Un soir de Juin. Le médecin Colin répète sans conviction avec sa femme Kathlyn une pièce de théâtre amateur. Celle-ci, irritée de son peu d'implication, finit par lui soutirer qu'il sait que les jours d'un de ses patients sont sans doute comptés. Pipelette et rusée, Kathlyn lui fait lâcher par mégarde qui s'agit de l'instituteur George Riley. Bouleversée par cette nouvelle tout autant qu'empressée de la répandre, Kathlyn prévient immédiatement Jack, le meilleur ami de George. Avant d'être prévenu par Kathryn au téléphone, Jack était rentré d'une "conférence" de deux jours que sa femme Tamara, soupçonne d'être une escapade avec sa jeune maitresse. Ainsi, lorsque Colin et Kathlyn arrivent chez eux pour répéter Jack est-il effondré... A la grande surprise de Colin, irrité que sa femme ait déjà trahi ce qui aurait dû être un secret professionnel.
Les deux couples persuadent George de se joindre à eux. Cela permet à George, entre autres, de jouer des scènes d'amour appuyées avec Tamara. Jack, éploré, tente de persuader Monica, l'épouse de George qui s'est séparée de lui pour vivre avec le fermier Simeon, de revenir auprès de son mari pour l'accompagner dans ses derniers mois. Au grand désarroi des hommes dont elles partagent la vie, George exerce une étrange séduction sur les trois femmes : Monica, Tamara et Kathryn. Laquelle George Riley emmènera-t-il en vacances à Ténérife ?
L'attrait irrésistible envers le modèle cérébral fait de Resnais un cinéaste de la composition plus que de l'intrigue et du développement. Ses personnages errent dans un labyrinthe à la recherche d'une harmonie qui eut lieu, qui pourrait avoir lieu encore s'ils se souvenaient de ce qu'ils furent avant d'être soumis à la grande dégradation du temps. La combinatoire entre le groupe d'amis ici réunis, proche du vaudeville, est néanmoins transcendée par une mise en scène qui en appelle à la puissance des fantômes du passé.
Des marionnettes sur une scène de théâtre.

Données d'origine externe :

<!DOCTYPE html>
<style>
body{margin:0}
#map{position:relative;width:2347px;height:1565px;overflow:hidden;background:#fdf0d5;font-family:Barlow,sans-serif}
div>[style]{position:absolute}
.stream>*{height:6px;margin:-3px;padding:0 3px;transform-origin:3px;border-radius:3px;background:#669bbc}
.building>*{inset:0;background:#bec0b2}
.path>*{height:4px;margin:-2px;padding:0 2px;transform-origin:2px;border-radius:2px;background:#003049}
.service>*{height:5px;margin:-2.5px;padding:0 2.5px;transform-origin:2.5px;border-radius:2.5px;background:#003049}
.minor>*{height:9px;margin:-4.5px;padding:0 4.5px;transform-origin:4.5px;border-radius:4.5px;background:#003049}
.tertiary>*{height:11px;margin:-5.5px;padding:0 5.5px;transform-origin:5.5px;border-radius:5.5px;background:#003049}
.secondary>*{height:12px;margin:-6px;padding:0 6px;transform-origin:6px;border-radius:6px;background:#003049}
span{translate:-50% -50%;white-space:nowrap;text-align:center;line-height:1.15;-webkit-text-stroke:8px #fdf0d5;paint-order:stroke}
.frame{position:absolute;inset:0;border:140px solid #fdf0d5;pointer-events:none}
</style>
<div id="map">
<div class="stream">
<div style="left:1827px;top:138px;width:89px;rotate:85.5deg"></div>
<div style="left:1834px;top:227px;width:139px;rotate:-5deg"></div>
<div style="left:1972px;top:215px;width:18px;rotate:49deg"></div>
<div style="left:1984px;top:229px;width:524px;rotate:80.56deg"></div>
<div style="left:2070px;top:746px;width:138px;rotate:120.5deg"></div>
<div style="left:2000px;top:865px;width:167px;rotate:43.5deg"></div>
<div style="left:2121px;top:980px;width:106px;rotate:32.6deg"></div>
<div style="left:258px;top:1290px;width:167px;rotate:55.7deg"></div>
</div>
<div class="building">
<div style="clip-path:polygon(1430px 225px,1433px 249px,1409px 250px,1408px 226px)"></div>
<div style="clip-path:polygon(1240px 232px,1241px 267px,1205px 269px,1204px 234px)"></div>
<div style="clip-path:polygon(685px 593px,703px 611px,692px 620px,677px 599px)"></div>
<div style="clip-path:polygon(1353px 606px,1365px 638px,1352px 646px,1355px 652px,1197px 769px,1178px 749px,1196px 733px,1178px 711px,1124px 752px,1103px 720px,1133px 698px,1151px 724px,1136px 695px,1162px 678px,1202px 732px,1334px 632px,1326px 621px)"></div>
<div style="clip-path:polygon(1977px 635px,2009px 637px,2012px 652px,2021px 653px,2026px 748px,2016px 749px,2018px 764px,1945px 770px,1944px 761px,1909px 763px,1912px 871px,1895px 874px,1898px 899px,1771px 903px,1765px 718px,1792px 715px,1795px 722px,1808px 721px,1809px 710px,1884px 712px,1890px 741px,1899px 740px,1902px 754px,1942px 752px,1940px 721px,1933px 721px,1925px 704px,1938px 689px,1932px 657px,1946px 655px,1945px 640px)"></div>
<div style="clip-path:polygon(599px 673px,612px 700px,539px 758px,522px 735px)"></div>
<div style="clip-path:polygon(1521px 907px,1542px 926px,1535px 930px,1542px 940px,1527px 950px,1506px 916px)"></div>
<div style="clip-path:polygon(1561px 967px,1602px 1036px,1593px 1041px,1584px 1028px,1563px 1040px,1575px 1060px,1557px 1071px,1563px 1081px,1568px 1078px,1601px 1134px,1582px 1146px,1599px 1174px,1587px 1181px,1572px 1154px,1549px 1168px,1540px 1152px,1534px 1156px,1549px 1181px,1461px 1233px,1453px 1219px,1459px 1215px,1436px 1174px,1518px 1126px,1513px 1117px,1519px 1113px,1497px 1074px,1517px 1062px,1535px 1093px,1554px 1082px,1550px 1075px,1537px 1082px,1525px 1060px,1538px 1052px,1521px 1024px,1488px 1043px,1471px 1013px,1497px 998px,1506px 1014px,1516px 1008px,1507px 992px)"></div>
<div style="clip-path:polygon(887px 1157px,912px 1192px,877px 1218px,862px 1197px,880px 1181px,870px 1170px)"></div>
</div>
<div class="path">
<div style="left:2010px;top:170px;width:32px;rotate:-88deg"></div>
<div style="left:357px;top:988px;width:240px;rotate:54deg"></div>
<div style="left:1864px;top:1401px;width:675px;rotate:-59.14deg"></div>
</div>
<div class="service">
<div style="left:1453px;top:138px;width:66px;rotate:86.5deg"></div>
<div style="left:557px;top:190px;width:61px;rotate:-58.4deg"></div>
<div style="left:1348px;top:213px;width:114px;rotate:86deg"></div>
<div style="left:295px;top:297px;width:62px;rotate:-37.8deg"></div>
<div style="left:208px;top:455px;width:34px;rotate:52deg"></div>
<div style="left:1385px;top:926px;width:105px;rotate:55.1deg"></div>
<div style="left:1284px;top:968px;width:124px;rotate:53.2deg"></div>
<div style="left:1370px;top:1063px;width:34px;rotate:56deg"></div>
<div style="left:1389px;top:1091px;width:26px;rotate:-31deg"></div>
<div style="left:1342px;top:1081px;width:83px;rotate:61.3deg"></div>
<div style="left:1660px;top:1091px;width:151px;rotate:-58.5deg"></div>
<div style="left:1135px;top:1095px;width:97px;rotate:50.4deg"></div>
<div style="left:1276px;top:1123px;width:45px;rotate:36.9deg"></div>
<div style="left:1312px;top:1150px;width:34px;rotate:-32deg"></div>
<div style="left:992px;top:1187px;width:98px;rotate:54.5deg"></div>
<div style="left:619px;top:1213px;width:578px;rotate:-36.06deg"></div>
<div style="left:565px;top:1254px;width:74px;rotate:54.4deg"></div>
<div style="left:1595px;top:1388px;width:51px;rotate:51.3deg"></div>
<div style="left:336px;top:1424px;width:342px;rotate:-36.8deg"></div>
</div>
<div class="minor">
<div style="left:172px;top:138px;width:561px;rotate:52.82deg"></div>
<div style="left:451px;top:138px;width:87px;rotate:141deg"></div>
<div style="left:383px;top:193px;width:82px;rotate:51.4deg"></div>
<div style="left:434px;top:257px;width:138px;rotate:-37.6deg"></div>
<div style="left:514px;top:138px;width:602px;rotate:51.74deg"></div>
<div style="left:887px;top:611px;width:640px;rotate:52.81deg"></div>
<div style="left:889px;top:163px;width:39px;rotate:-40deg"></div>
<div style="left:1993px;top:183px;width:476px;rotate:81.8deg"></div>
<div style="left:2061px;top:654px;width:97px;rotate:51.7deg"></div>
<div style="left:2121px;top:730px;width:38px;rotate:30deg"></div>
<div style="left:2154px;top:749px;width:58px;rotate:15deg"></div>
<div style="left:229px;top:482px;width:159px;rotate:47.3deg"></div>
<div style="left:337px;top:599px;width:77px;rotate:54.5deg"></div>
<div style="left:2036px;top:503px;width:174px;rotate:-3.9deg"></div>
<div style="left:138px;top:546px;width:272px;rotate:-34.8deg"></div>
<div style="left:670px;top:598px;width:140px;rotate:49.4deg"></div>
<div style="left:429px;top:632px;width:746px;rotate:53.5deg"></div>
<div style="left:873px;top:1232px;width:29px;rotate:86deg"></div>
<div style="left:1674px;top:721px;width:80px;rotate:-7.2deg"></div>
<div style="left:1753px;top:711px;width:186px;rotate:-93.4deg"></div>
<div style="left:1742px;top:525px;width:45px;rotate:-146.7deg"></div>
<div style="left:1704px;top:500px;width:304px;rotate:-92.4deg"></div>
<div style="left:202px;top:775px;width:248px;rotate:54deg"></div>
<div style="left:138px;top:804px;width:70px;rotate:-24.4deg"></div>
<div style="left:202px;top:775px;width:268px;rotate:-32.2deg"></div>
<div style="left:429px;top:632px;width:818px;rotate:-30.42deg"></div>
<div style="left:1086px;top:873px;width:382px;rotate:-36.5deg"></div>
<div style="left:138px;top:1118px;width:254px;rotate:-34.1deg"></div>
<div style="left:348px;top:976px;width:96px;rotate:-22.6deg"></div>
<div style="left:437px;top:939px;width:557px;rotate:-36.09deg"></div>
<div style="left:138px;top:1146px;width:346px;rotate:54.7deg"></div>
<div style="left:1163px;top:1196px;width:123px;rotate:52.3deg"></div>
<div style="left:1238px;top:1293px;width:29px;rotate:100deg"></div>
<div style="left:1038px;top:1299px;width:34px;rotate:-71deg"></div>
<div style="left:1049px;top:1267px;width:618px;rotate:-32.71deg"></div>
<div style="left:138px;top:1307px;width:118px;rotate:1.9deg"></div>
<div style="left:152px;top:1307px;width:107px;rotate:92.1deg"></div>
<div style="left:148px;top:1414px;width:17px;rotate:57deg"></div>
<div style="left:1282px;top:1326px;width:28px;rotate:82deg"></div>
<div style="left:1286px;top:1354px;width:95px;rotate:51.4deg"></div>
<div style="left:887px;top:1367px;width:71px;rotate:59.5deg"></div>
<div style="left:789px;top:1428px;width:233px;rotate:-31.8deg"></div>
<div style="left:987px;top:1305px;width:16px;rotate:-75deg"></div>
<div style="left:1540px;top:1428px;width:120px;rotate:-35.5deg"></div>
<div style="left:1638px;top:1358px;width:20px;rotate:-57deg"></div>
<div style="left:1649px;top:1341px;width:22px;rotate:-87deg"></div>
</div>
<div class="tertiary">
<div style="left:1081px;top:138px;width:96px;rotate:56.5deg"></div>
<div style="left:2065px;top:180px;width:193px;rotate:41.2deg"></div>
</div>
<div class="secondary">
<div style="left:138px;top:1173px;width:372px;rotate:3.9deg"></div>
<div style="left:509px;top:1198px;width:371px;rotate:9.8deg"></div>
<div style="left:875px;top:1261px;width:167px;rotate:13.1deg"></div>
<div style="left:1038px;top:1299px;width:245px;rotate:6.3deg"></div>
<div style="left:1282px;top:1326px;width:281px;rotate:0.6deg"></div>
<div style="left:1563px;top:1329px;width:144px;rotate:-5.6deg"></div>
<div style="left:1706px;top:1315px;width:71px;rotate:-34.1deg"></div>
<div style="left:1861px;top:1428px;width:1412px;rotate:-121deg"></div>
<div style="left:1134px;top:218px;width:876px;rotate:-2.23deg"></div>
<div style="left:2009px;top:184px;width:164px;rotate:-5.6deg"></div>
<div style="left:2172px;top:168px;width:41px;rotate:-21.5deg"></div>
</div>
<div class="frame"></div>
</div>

C'est la troisième fois qu'Alain Resnais adapte au cinéma un texte du dramaturge britannique Alan Ayckbourn. Smoking/No smoking (1993) s'inspirait de Intimate Exchanges (1982); Curs (2006) de Petites peurs partagées (2004). Aimer, boire et chanter (2014) s'inspire librement de The Life of Riley (2010).
La combinatoire mise en uvre réunit trois couples : Colin-Kathlyn, Jack-Tamara et Monica-Siméon. Mais il y aussi deux couples symboliques : le couple d'acteurs qu'on ne voit jamais, le fameux Georges et la metteuse en scène, Peggy, plus un couple complémentaire, la jeune Tilly au rôle muet et le révérend dont on n'entend que la voix.
Le rôle central est donc tenu par le couple absent à l'écran, incarnation du travail et du message du metteur en scène et le couple complémentaire : le révérend qui fait l'éloge bien naïf de Georges et la jeune Tilly, qui le trouva si fun, rendent hommage au mort et donnent la morale du film.
Les couples d'acteurs-personnages sont très typés : l'alcoolique et frustrée Kathlyn vit avec la maniaque et rigide Colin ; la parfaite Tamara vit avec l'infidèle Jack et Monica, fatiguée de Georges, vit avec le gentil Siméon. Au bout du compte, chacun retrouvera sa chacune en lui demandant avec un peu de conviction de rester avec lui. Au cours des quatre saisons durant lesquelles se déroule le film, on ne peut pas dire que Georges ait ouvert les yeux à qui que ce soit. Il aura su néanmoins, comme tout bon personnage de vaudeville, mettre un peu de piquant dans la vie de ces couples qui avaient oublié pourquoi ils s'étaient aimés.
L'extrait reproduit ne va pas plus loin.